You can copy the model name value from the JSON file of the item.

  1. Click Search to view the search result.

How to Search Annotations by the ID of the Parent Annotation (Parent ID)?

  1. In the Data Browser, click on the Annotations field.
  2. Select or enter the query as follows:
ParentId = '1234'
  1. Click Search to view the search result.

How to Search Annotations by the Source (Where the Annotation is Created) of the Annotation?

  1. In the Data Browser, click on the Annotations field.
  2. Select or enter the query as follows:
type = 'ui' 

or

type = 'sdk' 
  1. Click Search to view the search result.

How to Search Annotations by the Label's Attribute?

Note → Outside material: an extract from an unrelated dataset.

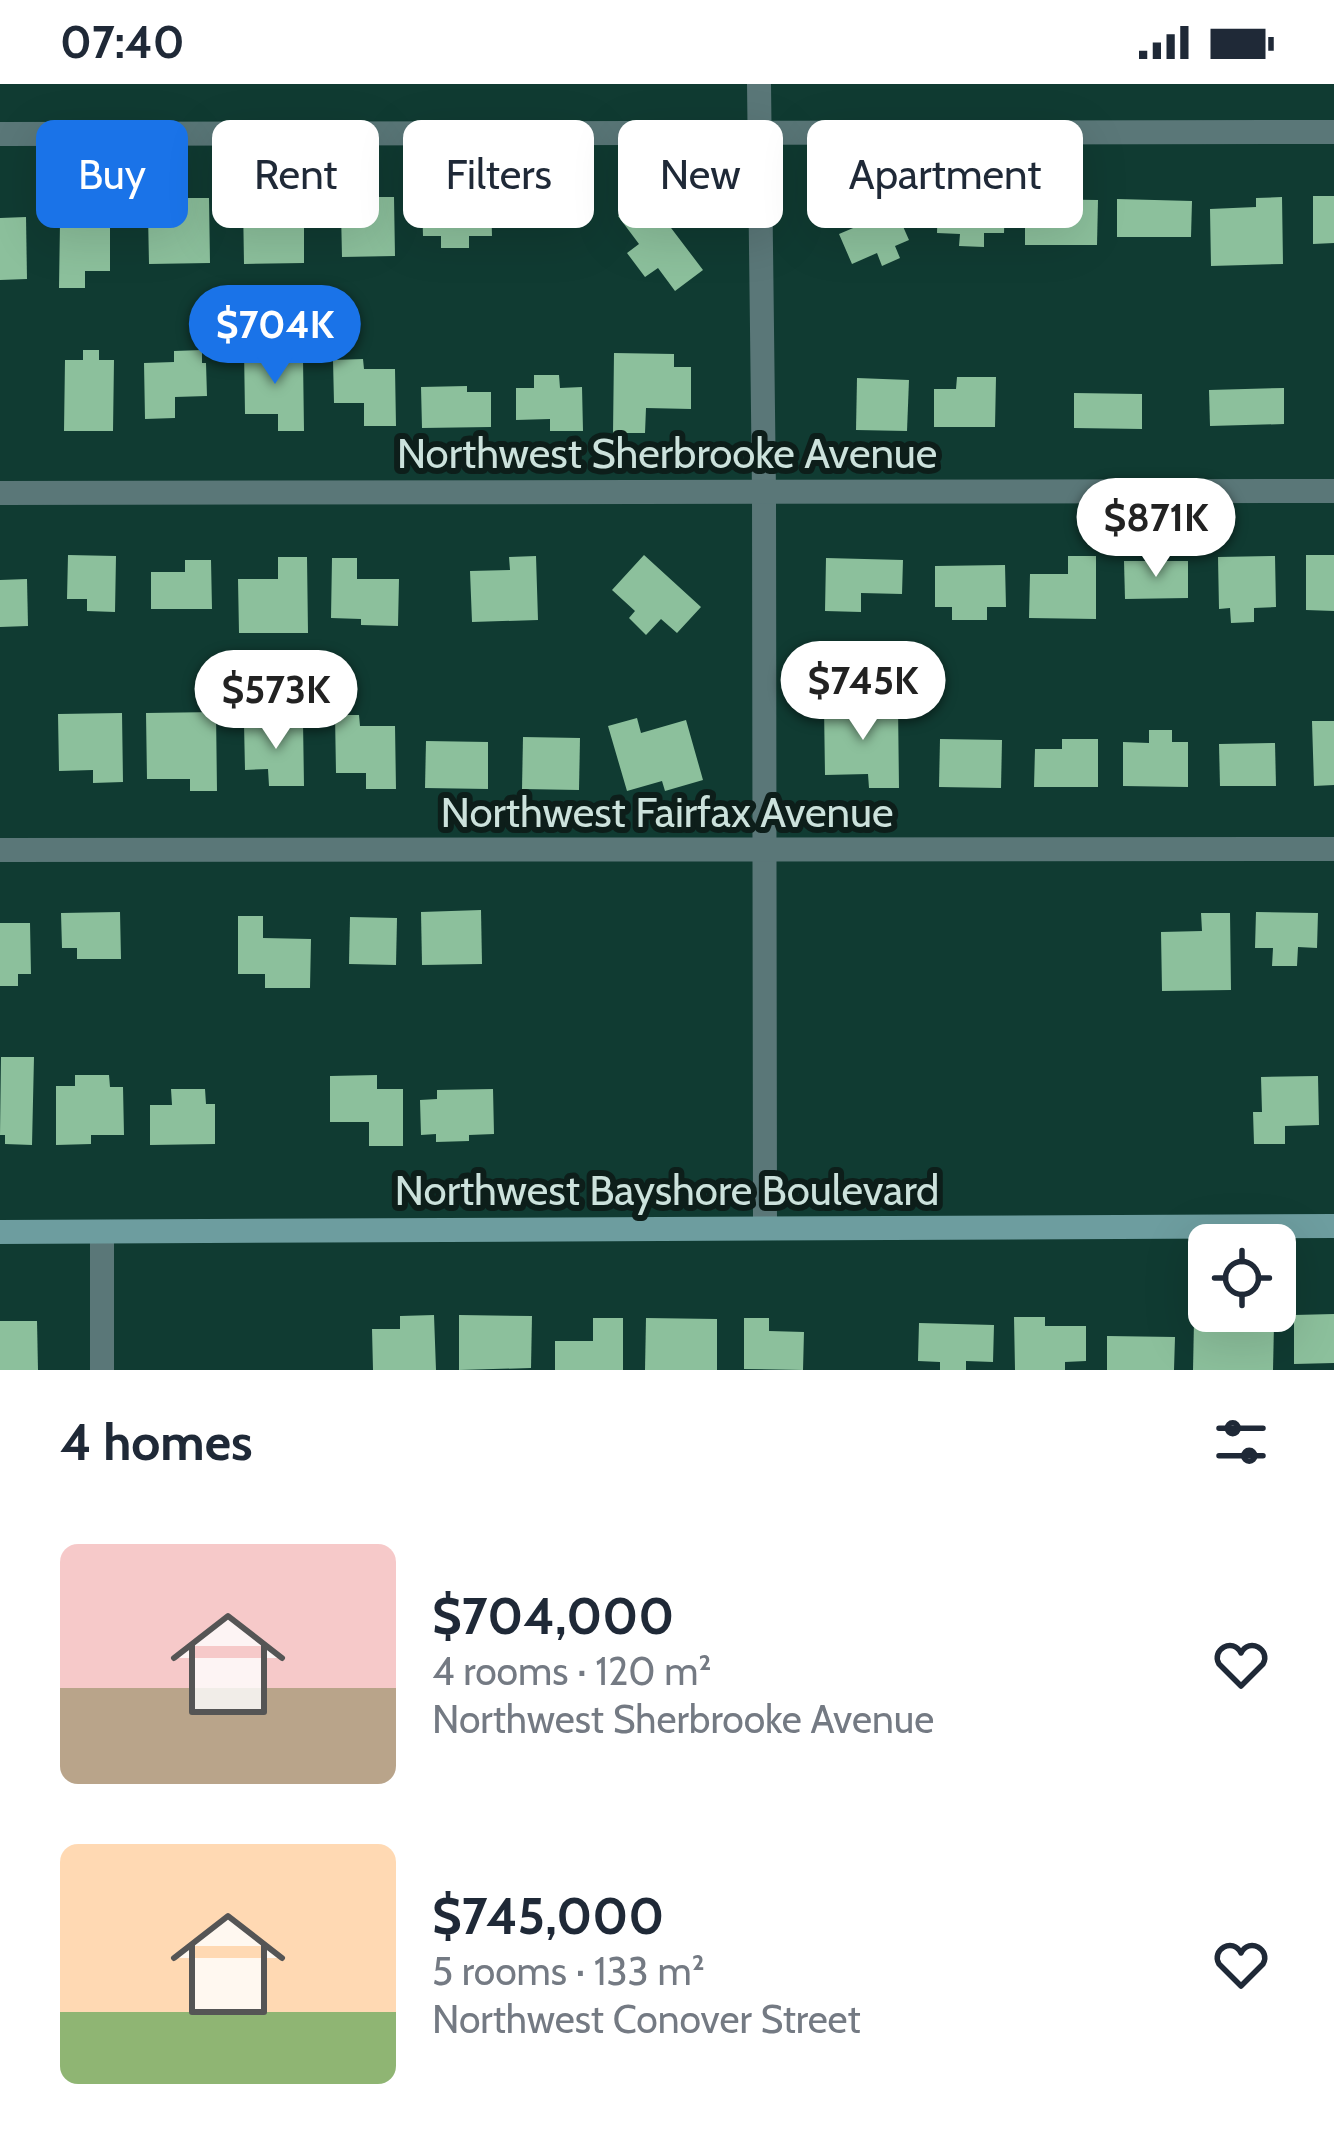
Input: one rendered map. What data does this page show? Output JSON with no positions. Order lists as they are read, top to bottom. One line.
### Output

  1. In the Data Browser, click on the Annotations field.
  2. Select or enter the query as follows:
metadata.system.attributes.1 = 'Yes' 
Attributes

The attributes are defined according to the customizations made in the recipe.

  1. Click Search to view the search result.

How to Search Annotations by the Annotation Type?

  1. In the Data Browser, click on the Annotations field.
  2. Select or enter the query as follows:
type = 'cube' 
  1. Click Search to view the search result.

How to Search Annotations by the Update Date?

  1. In the Data Browser, click on the Annotations field.
  2. Select or enter the query as follows:
updatedAt = (03/12/2023)
  1. Click Search to view the search result.

Search Items by Task's Data

  1. In the Data Browser, add the Tasks filter.
  2. In the Tasks' field, select task's ID or Name criteria from the list.
  3. Enter the value and click Search to view the search result.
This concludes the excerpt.